* **Saved entries**:
⁂

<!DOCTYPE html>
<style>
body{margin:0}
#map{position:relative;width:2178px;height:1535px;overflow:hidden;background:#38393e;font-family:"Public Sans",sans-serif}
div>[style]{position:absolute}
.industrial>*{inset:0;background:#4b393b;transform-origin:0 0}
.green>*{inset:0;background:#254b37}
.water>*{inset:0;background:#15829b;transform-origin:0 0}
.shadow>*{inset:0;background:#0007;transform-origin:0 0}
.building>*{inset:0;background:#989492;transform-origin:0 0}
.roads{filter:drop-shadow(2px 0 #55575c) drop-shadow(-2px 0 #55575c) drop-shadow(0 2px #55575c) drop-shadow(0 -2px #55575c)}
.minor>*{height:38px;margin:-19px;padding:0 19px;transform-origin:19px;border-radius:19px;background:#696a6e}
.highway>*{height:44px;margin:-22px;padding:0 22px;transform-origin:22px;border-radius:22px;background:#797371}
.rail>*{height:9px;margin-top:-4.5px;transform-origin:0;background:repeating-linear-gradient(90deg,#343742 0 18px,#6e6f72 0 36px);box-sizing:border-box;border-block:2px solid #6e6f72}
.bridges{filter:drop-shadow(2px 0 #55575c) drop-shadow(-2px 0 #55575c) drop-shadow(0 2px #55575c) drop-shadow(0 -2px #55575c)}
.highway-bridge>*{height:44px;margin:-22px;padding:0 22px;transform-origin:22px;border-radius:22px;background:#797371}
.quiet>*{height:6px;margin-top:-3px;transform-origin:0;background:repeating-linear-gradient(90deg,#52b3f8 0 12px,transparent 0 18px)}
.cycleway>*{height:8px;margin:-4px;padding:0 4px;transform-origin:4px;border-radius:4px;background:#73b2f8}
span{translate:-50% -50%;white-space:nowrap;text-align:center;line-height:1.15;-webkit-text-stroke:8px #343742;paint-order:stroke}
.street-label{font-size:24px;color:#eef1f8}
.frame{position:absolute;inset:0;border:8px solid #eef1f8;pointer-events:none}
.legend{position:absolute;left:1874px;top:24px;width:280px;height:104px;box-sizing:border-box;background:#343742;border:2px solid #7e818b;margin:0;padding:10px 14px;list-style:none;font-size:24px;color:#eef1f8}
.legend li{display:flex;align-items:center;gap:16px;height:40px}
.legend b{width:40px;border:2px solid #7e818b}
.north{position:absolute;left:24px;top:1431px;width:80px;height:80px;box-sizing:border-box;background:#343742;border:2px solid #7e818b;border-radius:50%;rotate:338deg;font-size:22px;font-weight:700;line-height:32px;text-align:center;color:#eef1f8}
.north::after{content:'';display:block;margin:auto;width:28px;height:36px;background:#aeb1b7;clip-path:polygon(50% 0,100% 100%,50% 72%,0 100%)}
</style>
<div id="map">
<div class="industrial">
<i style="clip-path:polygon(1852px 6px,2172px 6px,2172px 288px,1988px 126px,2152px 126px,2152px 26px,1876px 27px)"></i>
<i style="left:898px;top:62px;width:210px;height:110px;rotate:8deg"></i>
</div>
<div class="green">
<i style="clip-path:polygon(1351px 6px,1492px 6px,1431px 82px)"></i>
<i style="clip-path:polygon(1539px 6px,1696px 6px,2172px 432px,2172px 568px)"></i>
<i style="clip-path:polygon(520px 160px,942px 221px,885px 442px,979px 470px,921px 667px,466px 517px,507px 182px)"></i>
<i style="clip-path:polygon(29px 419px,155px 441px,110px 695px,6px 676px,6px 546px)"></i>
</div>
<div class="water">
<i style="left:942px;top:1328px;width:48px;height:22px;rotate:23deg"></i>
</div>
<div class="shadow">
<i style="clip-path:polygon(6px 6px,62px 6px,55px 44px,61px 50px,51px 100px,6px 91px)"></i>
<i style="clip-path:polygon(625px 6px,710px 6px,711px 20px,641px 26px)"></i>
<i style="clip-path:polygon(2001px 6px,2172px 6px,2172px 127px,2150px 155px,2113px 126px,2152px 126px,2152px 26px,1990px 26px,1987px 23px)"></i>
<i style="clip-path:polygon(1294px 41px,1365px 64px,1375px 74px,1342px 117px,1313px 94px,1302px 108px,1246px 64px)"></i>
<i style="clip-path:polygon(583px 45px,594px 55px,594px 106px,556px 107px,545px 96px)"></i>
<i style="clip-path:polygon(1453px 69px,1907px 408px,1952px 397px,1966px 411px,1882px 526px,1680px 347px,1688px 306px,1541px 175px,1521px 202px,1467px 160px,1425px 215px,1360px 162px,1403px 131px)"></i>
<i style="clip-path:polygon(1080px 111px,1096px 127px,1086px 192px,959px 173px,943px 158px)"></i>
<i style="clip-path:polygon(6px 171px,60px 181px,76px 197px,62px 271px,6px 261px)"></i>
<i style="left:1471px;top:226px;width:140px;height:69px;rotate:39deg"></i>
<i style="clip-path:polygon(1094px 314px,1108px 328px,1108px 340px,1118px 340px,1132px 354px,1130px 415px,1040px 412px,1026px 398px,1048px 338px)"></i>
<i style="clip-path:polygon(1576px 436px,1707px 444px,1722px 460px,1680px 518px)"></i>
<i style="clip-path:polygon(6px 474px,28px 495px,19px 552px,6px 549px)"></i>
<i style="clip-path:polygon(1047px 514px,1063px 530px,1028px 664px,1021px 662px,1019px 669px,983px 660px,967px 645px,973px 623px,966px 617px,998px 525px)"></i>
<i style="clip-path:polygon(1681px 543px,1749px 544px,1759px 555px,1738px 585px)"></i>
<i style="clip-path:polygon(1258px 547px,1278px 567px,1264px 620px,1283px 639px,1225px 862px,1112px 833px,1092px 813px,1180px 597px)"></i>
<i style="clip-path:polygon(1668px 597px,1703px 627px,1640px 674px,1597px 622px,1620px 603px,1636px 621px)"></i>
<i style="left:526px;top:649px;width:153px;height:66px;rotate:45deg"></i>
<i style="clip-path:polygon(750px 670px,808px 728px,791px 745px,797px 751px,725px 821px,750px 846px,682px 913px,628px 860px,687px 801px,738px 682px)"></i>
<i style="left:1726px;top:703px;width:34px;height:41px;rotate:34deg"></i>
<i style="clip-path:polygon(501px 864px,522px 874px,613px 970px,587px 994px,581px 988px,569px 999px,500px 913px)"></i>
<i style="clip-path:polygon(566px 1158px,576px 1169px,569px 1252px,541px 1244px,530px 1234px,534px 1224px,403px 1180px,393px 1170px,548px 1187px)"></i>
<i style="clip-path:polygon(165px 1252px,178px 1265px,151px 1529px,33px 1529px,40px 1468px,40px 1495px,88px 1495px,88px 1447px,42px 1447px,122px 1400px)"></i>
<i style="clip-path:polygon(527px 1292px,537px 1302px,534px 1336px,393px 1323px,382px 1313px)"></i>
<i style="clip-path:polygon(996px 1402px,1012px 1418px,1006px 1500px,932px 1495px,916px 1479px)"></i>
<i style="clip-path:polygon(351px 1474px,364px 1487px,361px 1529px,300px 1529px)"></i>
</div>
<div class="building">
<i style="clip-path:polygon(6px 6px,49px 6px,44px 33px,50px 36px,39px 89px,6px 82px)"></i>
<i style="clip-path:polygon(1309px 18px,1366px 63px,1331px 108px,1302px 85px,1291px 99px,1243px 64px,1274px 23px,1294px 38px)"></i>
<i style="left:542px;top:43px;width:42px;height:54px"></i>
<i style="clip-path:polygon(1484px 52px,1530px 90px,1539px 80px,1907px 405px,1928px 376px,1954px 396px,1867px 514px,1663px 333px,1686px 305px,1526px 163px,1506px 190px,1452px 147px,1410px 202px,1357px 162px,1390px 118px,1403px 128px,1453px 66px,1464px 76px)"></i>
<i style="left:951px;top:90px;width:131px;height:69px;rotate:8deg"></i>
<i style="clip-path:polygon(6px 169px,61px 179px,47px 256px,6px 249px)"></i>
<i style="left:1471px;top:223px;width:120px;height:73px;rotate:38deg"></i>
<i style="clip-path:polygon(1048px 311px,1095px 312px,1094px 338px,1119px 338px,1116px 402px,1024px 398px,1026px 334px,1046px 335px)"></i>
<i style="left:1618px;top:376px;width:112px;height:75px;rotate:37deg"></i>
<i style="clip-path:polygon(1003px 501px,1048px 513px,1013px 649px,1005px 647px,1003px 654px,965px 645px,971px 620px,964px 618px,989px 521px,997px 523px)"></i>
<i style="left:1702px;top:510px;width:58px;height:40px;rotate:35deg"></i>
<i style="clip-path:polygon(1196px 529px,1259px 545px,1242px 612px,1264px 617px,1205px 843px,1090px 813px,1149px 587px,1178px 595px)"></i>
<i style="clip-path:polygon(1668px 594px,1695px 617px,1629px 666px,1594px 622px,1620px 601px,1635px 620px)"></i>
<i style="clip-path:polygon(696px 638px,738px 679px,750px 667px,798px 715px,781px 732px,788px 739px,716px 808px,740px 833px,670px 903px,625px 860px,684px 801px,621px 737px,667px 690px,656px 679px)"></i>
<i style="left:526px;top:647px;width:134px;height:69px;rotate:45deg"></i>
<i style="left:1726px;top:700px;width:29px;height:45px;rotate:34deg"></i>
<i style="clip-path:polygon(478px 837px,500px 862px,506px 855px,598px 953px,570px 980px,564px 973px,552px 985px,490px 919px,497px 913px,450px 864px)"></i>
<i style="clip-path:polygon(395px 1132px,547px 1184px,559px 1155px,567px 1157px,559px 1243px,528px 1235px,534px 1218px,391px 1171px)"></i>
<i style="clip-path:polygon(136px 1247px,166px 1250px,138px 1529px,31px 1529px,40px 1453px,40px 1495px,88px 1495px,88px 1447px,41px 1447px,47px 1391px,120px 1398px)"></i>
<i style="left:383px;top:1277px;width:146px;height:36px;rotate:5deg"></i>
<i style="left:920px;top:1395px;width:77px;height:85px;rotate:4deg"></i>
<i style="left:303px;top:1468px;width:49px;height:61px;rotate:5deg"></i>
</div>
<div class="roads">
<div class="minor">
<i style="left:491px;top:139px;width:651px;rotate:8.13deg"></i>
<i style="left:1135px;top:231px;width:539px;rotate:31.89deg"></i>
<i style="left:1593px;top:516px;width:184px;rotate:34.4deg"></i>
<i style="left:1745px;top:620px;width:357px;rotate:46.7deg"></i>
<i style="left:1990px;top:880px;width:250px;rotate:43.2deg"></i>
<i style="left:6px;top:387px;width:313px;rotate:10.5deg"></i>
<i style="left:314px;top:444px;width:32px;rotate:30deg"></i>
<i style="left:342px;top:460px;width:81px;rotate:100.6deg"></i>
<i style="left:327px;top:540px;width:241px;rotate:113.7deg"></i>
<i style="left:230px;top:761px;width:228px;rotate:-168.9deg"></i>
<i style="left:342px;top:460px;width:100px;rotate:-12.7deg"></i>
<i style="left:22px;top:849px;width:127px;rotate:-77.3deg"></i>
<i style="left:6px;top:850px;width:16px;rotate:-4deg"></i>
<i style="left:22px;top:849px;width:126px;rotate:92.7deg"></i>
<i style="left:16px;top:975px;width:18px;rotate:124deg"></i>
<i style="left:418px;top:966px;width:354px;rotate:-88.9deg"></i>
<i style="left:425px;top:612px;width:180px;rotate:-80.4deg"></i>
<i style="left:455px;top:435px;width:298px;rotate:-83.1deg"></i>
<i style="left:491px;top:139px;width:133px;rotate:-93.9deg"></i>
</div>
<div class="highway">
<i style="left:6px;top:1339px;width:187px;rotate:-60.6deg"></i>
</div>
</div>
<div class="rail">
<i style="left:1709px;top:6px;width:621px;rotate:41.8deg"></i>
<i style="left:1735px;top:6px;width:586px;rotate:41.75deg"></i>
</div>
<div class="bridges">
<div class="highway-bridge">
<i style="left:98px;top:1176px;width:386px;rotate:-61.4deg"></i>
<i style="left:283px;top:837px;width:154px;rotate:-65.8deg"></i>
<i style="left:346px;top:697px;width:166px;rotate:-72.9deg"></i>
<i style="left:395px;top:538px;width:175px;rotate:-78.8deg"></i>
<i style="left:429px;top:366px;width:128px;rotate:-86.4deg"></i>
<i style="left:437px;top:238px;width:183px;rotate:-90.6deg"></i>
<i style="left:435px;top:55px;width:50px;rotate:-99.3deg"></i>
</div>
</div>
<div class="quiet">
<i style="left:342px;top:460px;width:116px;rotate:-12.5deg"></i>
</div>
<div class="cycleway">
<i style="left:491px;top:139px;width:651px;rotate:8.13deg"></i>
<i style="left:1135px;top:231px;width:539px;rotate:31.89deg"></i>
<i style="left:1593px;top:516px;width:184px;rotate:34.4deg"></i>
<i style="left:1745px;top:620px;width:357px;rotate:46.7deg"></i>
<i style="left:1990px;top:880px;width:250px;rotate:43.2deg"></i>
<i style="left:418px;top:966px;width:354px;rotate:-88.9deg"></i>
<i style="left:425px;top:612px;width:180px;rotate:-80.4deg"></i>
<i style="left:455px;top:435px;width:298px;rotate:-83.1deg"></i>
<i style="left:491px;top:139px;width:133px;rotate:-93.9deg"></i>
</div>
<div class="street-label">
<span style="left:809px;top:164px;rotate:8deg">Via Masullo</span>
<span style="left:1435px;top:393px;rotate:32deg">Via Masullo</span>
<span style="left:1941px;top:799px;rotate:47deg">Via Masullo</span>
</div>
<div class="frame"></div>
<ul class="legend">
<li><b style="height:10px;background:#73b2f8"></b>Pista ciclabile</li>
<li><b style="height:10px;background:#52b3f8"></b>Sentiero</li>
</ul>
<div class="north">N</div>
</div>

⁂

* **Task**: Select every line in the records above that contains the word "display".

* **Answer to the problem**:
.legend li{display:flex;align-items:center;gap:16px;height:40px}
.north::after{content:'';display:block;margin:auto;width:28px;height:36px;background:#aeb1b7;clip-path:polygon(50% 0,100% 100%,50% 72%,0 100%)}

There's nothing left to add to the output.